Question

Please help, its urgent.

Answer 1

Answer:

Mass of excess reactant left = 179.6 g

Limiting reactant = nitrogen

Mass of ammonia formed = 200.6 g

Explanation:

Given data:

Mass of nitrogen = 165.0 g

Mass of hydrogen = 215.0 g

Limiting reactant = ?

Mass of ammonia formed = ?

Mass of excess reactant left = ?

Solution:

Chemical equation:

N₂ + 3H₂    →     2NH₃

Number of moles of nitrogen:

Number of moles = mass/molar mass

Number of moles = 165.0 g/  28 g/mol

Number of moles = 5.9 mol

Number of moles of hydrogen:

Number of moles = mass/molar mass

Number of moles = 215.0 g/  2 g/mol

Number of moles = 107.5 mol

Now we will compare the moles of ammonia with both reactant.

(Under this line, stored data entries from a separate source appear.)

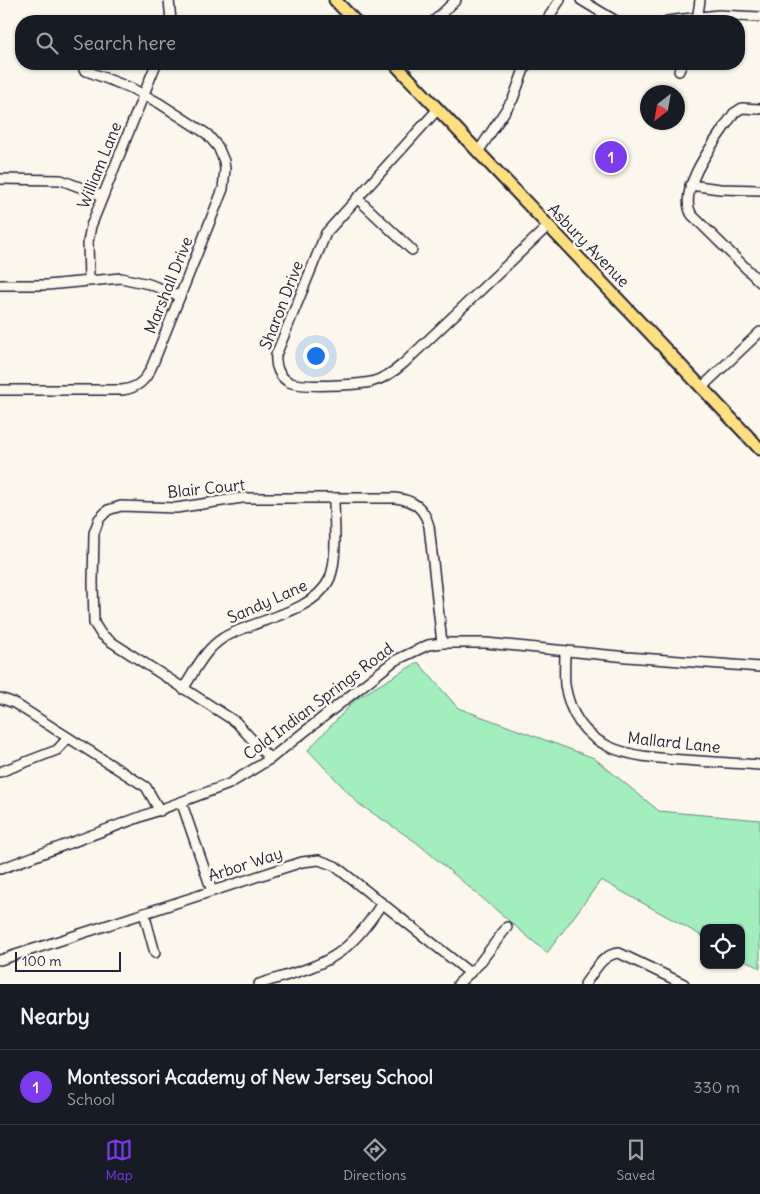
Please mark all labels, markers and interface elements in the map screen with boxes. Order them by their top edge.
search box [15,15,745,70]
icon: search [33,29,61,57]
text: Search here [73,31,176,55]
north arrow [640,85,685,130]
street label: William Lane [73,119,125,211]
pin: 1 [595,138,627,176]
street label: Asbury Avenue [544,199,634,291]
street label: Marshall Drive [139,234,197,336]
street label: Sharon Drive [255,258,307,352]
your location [303,343,329,369]
street label: Blair Court [166,474,246,502]
street label: Sandy Lane [224,575,310,627]
street label: Cold Indian Springs Road [239,638,397,764]
street label: Mallard Lane [626,727,722,757]
street label: Arbor Way [205,843,285,885]
map controls [700,924,745,969]
button: locate [700,924,745,969]
scale bar [15,949,121,972]
text: 100 m [22,952,62,970]
text: Nearby [20,1003,90,1030]
text: Montessori Academy of New Jersey School [67,1065,433,1089]
text: 1 [33,1077,39,1097]
text: 330 m [693,1077,740,1097]
text: School [67,1089,115,1109]
tab: Map [105,1136,133,1184]
tab: Directions [343,1136,406,1184]
tab: Saved [617,1136,655,1184]

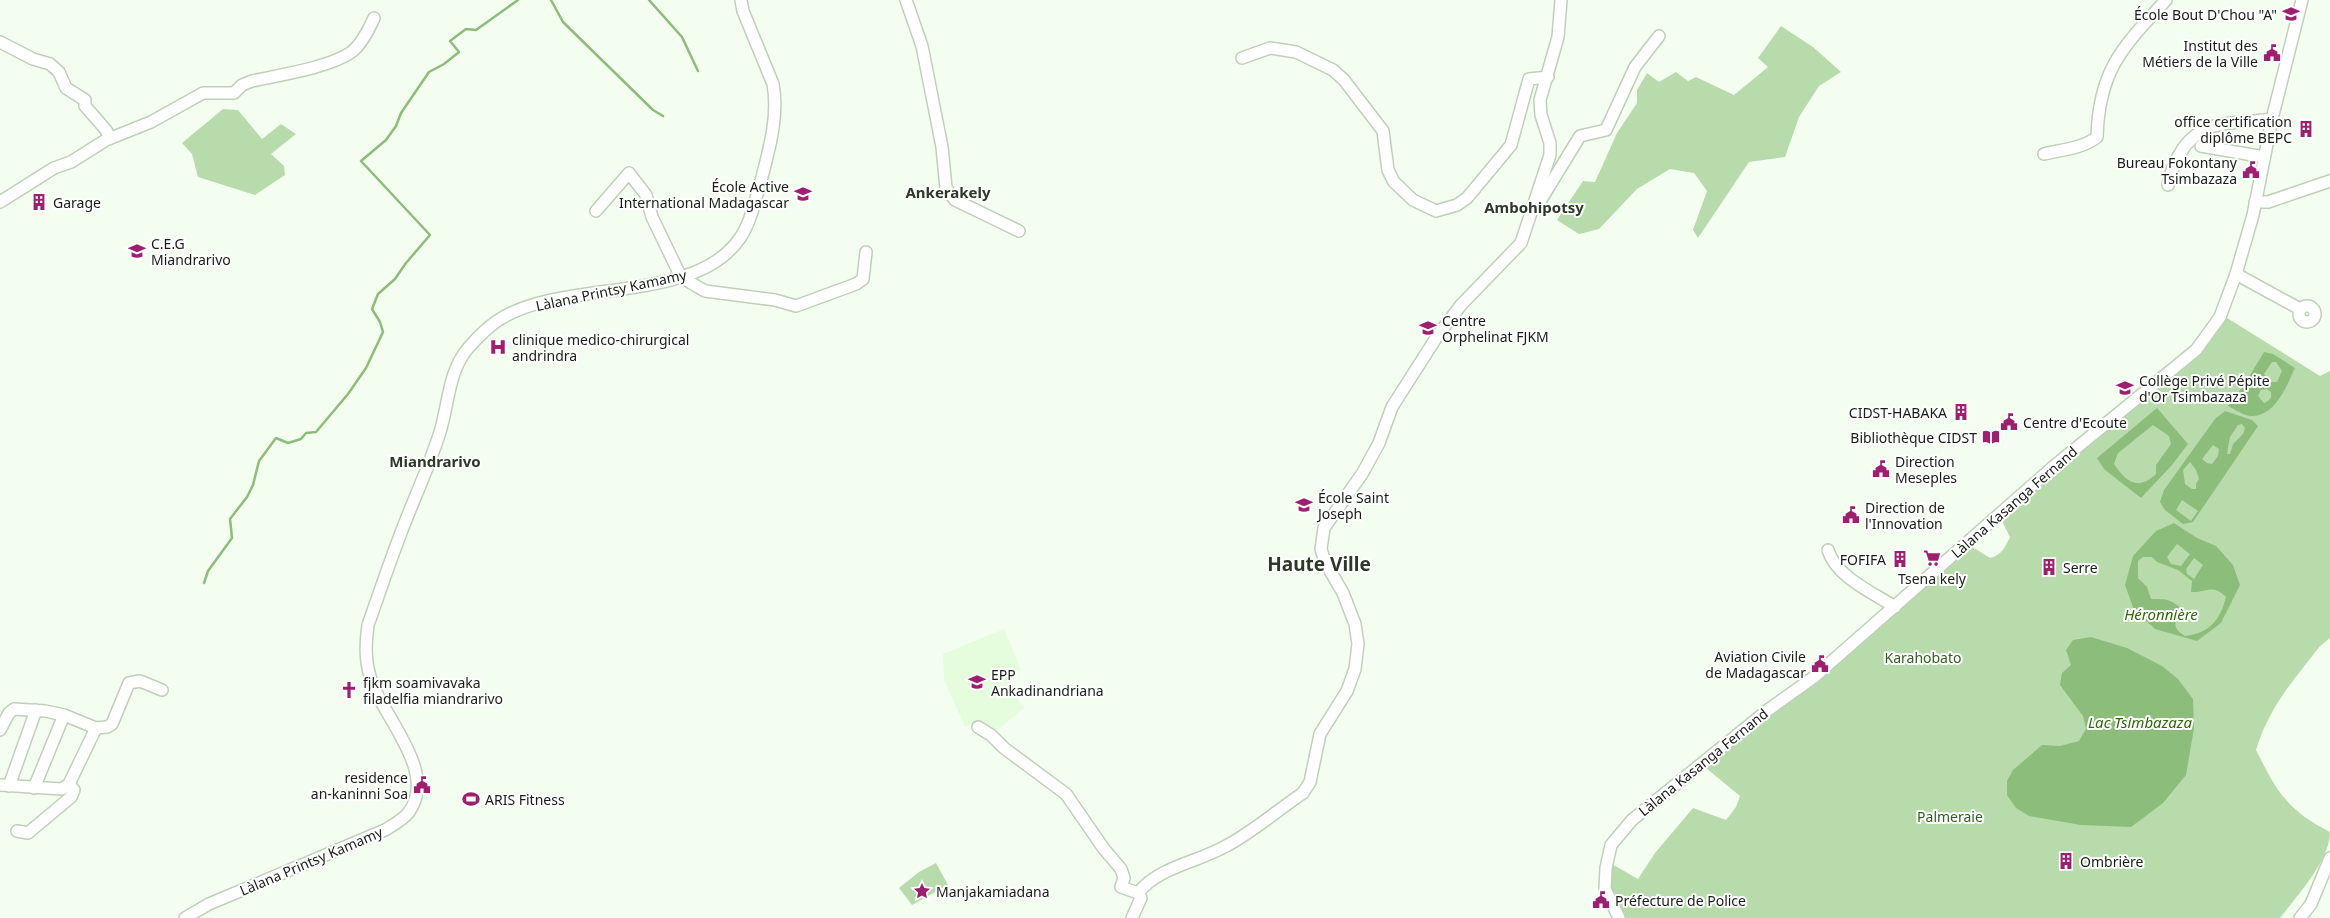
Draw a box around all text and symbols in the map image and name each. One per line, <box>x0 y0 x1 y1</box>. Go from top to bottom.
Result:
school or university icon: École Bout D'Chou "A" <box>2281 4 2301 24</box>
place label: École Bout D'Chou "A" <box>2134 5 2277 24</box>
place label: Institut des Métiers de la Ville <box>2142 36 2258 71</box>
public building icon: Institut des Métiers de la Ville <box>2262 43 2282 63</box>
place label: office certification diplôme BEPC <box>2174 112 2292 147</box>
building icon: office certification diplôme BEPC <box>2296 119 2316 139</box>
place label: Bureau Fokontany Tsimbazaza <box>2117 153 2238 188</box>
public building icon: Bureau Fokontany Tsimbazaza <box>2241 160 2261 180</box>
place label: École Active International Madagascar <box>619 177 789 212</box>
district label: Ankerakely <box>905 182 991 202</box>
school or university icon: École Active International Madagascar <box>793 184 813 204</box>
building icon: Garage <box>29 192 49 212</box>
place label: Garage <box>53 193 101 212</box>
district label: Ambohipotsy <box>1484 197 1584 217</box>
place label: C.E.G Miandrarivo <box>151 234 231 269</box>
school or university icon: C.E.G Miandrarivo <box>127 241 147 261</box>
street label: Làlana Printsy Kamamy <box>534 265 689 315</box>
place label: Centre Orphelinat FJKM <box>1442 311 1549 346</box>
school or university icon: Centre Orphelinat FJKM <box>1418 318 1438 338</box>
place label: clinique medico-chirurgical andrindra <box>512 330 689 365</box>
hospital icon: clinique medico-chirurgical andrindra <box>488 337 508 357</box>
place label: Collège Privé Pépite d'Or Tsimbazaza <box>2139 371 2270 406</box>
school or university icon: Collège Privé Pépite d'Or Tsimbazaza <box>2115 378 2135 398</box>
building icon: CIDST-HABAKA <box>1951 402 1971 422</box>
place label: CIDST-HABAKA <box>1849 403 1947 422</box>
public building icon: Centre d'Ecoute <box>1999 412 2019 432</box>
place label: Centre d'Ecoute <box>2023 413 2127 432</box>
library icon: Bibliothèque CIDST <box>1981 427 2001 447</box>
place label: Bibliothèque CIDST <box>1850 428 1977 447</box>
street label: Làlana Kasanga Fernand <box>1947 442 2081 562</box>
district label: Miandrarivo <box>389 451 481 471</box>
place label: Direction Meseples <box>1895 452 1957 487</box>
public building icon: Direction Meseples <box>1871 459 1891 479</box>
place label: École Saint Joseph <box>1316 488 1389 523</box>
school or university icon: École Saint Joseph <box>1294 495 1314 515</box>
place label: Direction de l'Innovation <box>1865 498 1945 533</box>
public building icon: Direction de l'Innovation <box>1841 505 1861 525</box>
supermarket icon: Tsena kely <box>1922 548 1942 568</box>
building icon: FOFIFA <box>1890 549 1910 569</box>
place label: FOFIFA <box>1840 550 1886 569</box>
district label: Haute Ville <box>1267 551 1371 577</box>
building icon: Serre <box>2039 557 2059 577</box>
place label: Serre <box>2063 558 2098 577</box>
place label: Tsena kely <box>1898 569 1967 588</box>
water label: Héronnière <box>2124 604 2198 624</box>
place label: Aviation Civile de Madagascar <box>1705 647 1806 682</box>
park label: Karahobato <box>1885 648 1962 667</box>
public building icon: Aviation Civile de Madagascar <box>1810 654 1830 674</box>
place label: EPP Ankadinandriana <box>991 665 1104 700</box>
school or university icon: EPP Ankadinandriana <box>967 672 987 692</box>
place label: fjkm soamivavaka filadelfia miandrarivo <box>363 673 503 708</box>
church icon: fjkm soamivavaka filadelfia miandrarivo <box>339 680 359 700</box>
street label: Làlana Kasanga Fernand <box>1634 704 1772 820</box>
water label: Lac Tsimbazaza <box>2088 712 2193 732</box>
place label: residence an-kaninni Soa <box>311 768 408 803</box>
public building icon: residence an-kaninni Soa <box>412 775 432 795</box>
sports icon: ARIS Fitness <box>461 789 481 809</box>
place label: ARIS Fitness <box>485 790 565 809</box>
park label: Palmeraie <box>1917 807 1983 826</box>
street label: Làlana Printsy Kamamy <box>237 822 386 900</box>
building icon: Ombrière <box>2056 851 2076 871</box>
place label: Ombrière <box>2080 852 2143 871</box>
place icon: Manjakamiadana <box>912 881 932 901</box>
place label: Manjakamiadana <box>936 882 1050 901</box>
public building icon: Préfecture de Police <box>1591 890 1611 910</box>
place label: Préfecture de Police <box>1615 891 1746 910</box>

                  H₂      :      NH₃

                   3        :       2

                  107.5  :      2/3×107.5 = 71.7 mol

                   N₂      :      NH₃

                    1        :       2

                  5.9      :      2/1×5.9 = 11.8 mol

Less number of moles of ammonia are formed by the nitrogen it will act as limiting reactant.

Mass of ammonia formed:

Mass = number of moles × molar mass

Mass = 11.8 mol × 17 g/mol

Mass = 200.6 g

Mass of hydrogen left:

We will compare the moles of hydrogen and nitrogen.

               N₂         :        H₂

                1           :          3

               5.9        :         3/1×5.9 = 17.7 mol

Out of 107.5 moles 17.7 moles of hydrogen react with nitrogen.

Number of moles left unreacted = 107.5 - 17.7 mol = 89.8 mol

Mass of hydrogen left:

Mass = number of moles × molar mass

Mass = 89.8 mol × 2 g/mol

Mass = 179.6 g